* Material provided:
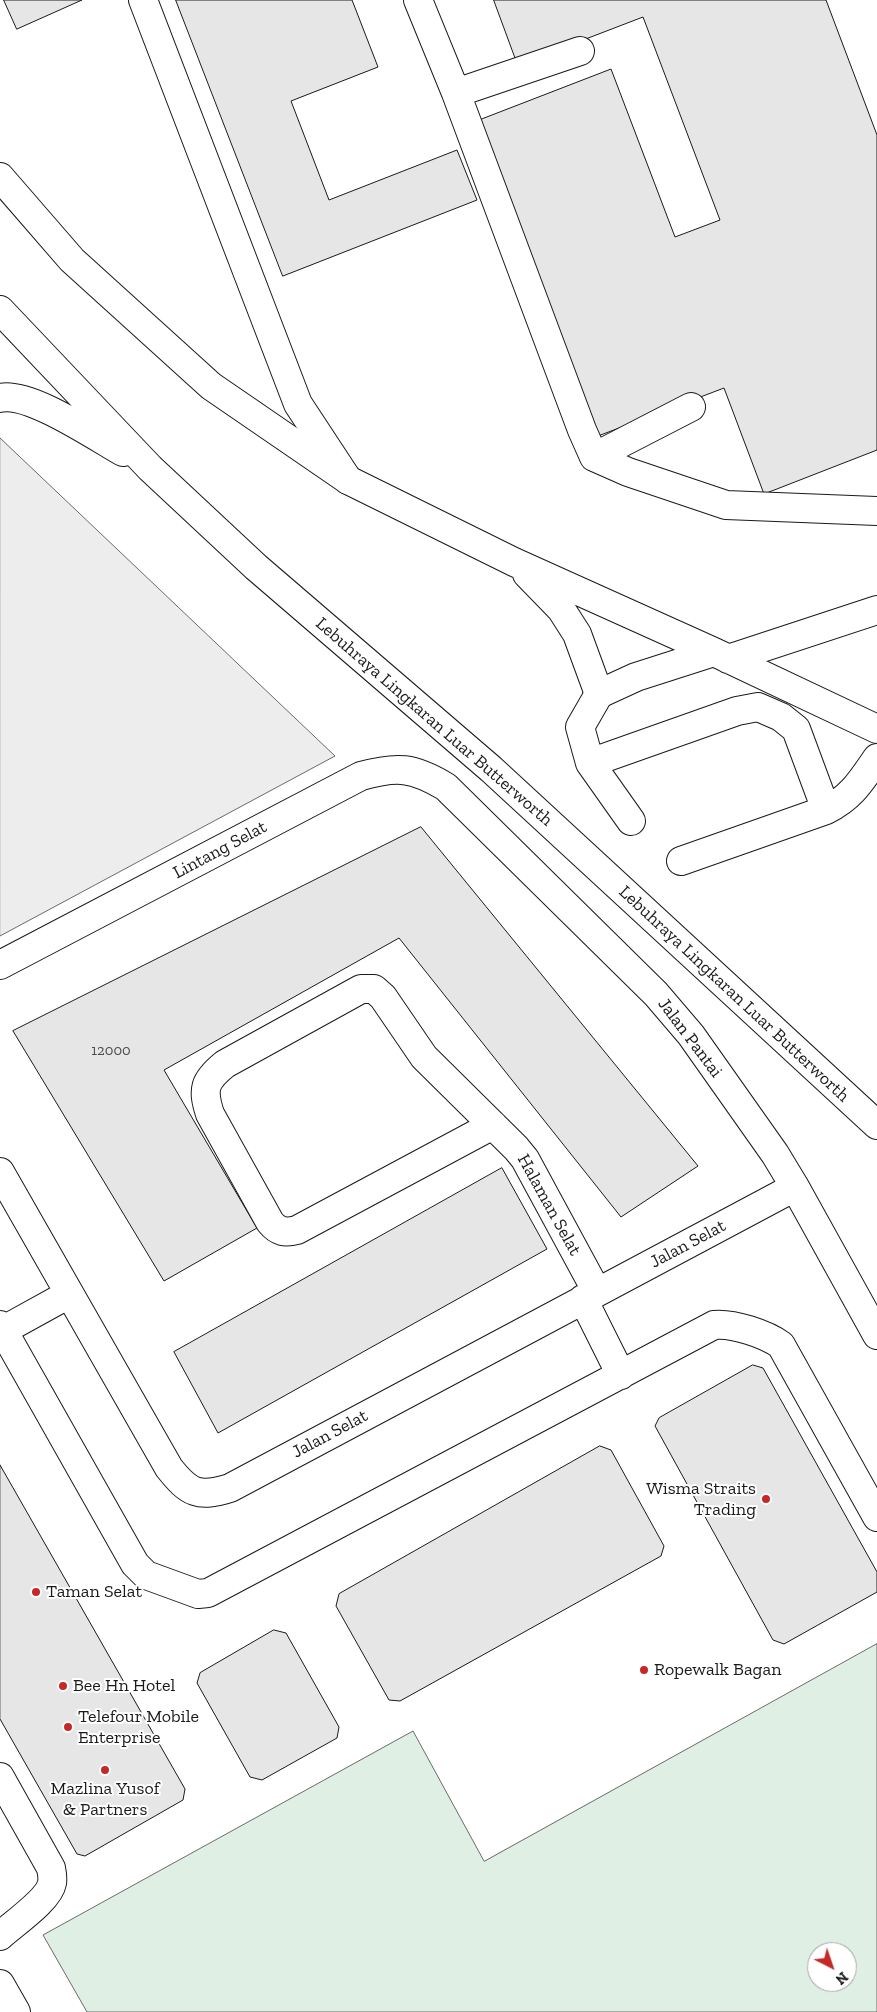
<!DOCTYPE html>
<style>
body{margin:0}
#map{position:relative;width:877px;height:2012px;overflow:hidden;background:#fff;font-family:"Zilla Slab",serif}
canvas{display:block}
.north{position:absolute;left:807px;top:1942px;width:50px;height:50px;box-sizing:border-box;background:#fff;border:1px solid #a3a3a3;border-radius:50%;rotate:139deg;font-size:14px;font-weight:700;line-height:20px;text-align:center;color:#1a1a1a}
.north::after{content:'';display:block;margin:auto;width:18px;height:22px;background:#c62828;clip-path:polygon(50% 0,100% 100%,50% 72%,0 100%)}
</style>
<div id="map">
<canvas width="877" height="2012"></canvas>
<div class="north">N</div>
</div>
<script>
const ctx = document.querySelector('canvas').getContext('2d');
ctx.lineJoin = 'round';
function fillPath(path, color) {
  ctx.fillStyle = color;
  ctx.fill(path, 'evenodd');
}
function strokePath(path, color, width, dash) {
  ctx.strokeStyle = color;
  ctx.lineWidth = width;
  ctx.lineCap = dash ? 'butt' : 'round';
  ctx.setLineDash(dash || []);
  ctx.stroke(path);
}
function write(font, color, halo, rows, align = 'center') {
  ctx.font = font + ' "Zilla Slab",serif';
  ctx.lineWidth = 4;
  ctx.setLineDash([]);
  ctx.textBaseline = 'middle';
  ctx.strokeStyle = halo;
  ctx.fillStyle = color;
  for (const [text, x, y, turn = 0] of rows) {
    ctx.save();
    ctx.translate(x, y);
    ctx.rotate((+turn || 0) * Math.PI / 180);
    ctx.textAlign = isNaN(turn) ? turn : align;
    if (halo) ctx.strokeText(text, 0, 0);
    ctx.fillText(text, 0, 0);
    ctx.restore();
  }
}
const green = new Path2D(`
 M877,1644V2012H87L43,1935L413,1731L484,1861ZM817,1952H847V1982H817Z`);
fillPath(green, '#e0efe3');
strokePath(green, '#6a6a6a', 1);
const parking = new Path2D(`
 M0,438L335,756L0,936Z`);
fillPath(parking, '#ededed');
strokePath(parking, '#6a6a6a', 1);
const building = new Path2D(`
 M4,0H82L17,29Z
 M176,0H352L378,67L291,101L329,200L457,150L477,200L283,276Z
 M494,0H826L877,135V450L764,494L724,388L598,436L479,120L611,69L675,237L720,220L643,17L518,65Z
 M421,827L698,1166L621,1217L399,938L164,1070L257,1228L164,1281L13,1031Z
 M502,1168L547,1249L218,1433L174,1352Z
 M753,1365L763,1368L877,1572V1592L784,1644L773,1640L655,1426L659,1418Z
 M600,1446L611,1450L664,1546L661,1556L400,1701L389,1700L336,1606L339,1594Z
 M0,1465L185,1789L183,1800L85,1856L77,1854L0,1719Z
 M274,1630L286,1633L339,1727L337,1738L262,1780L250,1777L197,1683L200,1673Z`);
fillPath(building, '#e6e6e6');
strokePath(building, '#1a1a1a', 1);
const minor = new Path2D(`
 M143,0L298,404L348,480
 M418,0L456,93L582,430L594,457L628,472L726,505L877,511
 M456,93L580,51
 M594,457L691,407
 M599,694L580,727L590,763L631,821
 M590,763L737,711L758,707L781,717L796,729L826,810
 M681,861L826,810C852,797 861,781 877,758
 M0,965L361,776C397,766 413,767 446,787L656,994L691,1035L775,1154L795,1187L877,1335
 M493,1125L297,1230C285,1233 278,1232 270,1222L210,1114C202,1089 204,1081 225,1064L361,989H374L383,997L424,1057L516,1148L525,1159L597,1292
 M0,1172L169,1468C189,1493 198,1498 230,1488L795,1187
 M583,1299L621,1375
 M0,1325L135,1564L146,1575L198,1594L208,1593L714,1325C733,1323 766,1334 781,1345L877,1517
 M0,1332L69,1294
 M0,1777L51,1868C52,1873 53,1878 52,1883C49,1900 13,1924 0,1936`);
const major = new Path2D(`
 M0,1984L16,2012`);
const highway = new Path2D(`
 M0,177L72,260L211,386L348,480L514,562L714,652L877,729
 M0,310L150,468L256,567L491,769L877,1125
 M0,398C29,391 96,437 123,452
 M527,574L561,609L577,634L599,694L636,677L714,652
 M728,659L877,610`);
strokePath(minor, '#1a1a1a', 30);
strokePath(major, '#1a1a1a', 30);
strokePath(highway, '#1a1a1a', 30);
strokePath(minor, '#fff', 28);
strokePath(major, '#fff', 28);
strokePath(highway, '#fff', 28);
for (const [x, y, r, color] of [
 [766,1499,5,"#c62828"],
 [36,1592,5,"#c62828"],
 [644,1670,5,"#c62828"],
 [63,1686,5,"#c62828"],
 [68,1727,5,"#c62828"],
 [105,1770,5,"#c62828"]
]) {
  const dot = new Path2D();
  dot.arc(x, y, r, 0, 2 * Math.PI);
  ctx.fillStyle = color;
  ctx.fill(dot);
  strokePath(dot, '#fff', 2);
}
write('15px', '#4d4d4d', null, [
 ["12000",111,1051]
]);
write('18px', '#1a1a1a', '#fff', [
 ["Lebuhraya Lingkaran Luar Butterworth",434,722,41],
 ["Lintang Selat",220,850,-28],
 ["Lebuhraya Lingkaran Luar Butterworth",734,994,43],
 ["Jalan Pantai",690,1038,53],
 ["Halaman Selat",549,1205,61],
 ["Jalan Selat",688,1244,-28],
 ["Jalan Selat",330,1434,-28]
]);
write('18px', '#1a1a1a', '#fff', [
 ["Wisma Straits",756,1489,"right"],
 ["Trading",756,1510,"right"],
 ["Taman Selat",46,1592],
 ["Ropewalk Bagan",654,1670],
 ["Bee Hn Hotel",73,1686],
 ["Telefour Mobile",78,1717],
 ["Enterprise",78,1738],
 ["Mazlina Yusof",105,1789,"center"],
 ["& Partners",105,1810,"center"]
], 'left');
</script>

* Prompt: Work out how many lines contain the word "function" in the records, and answer with the number only.

* The answer: 3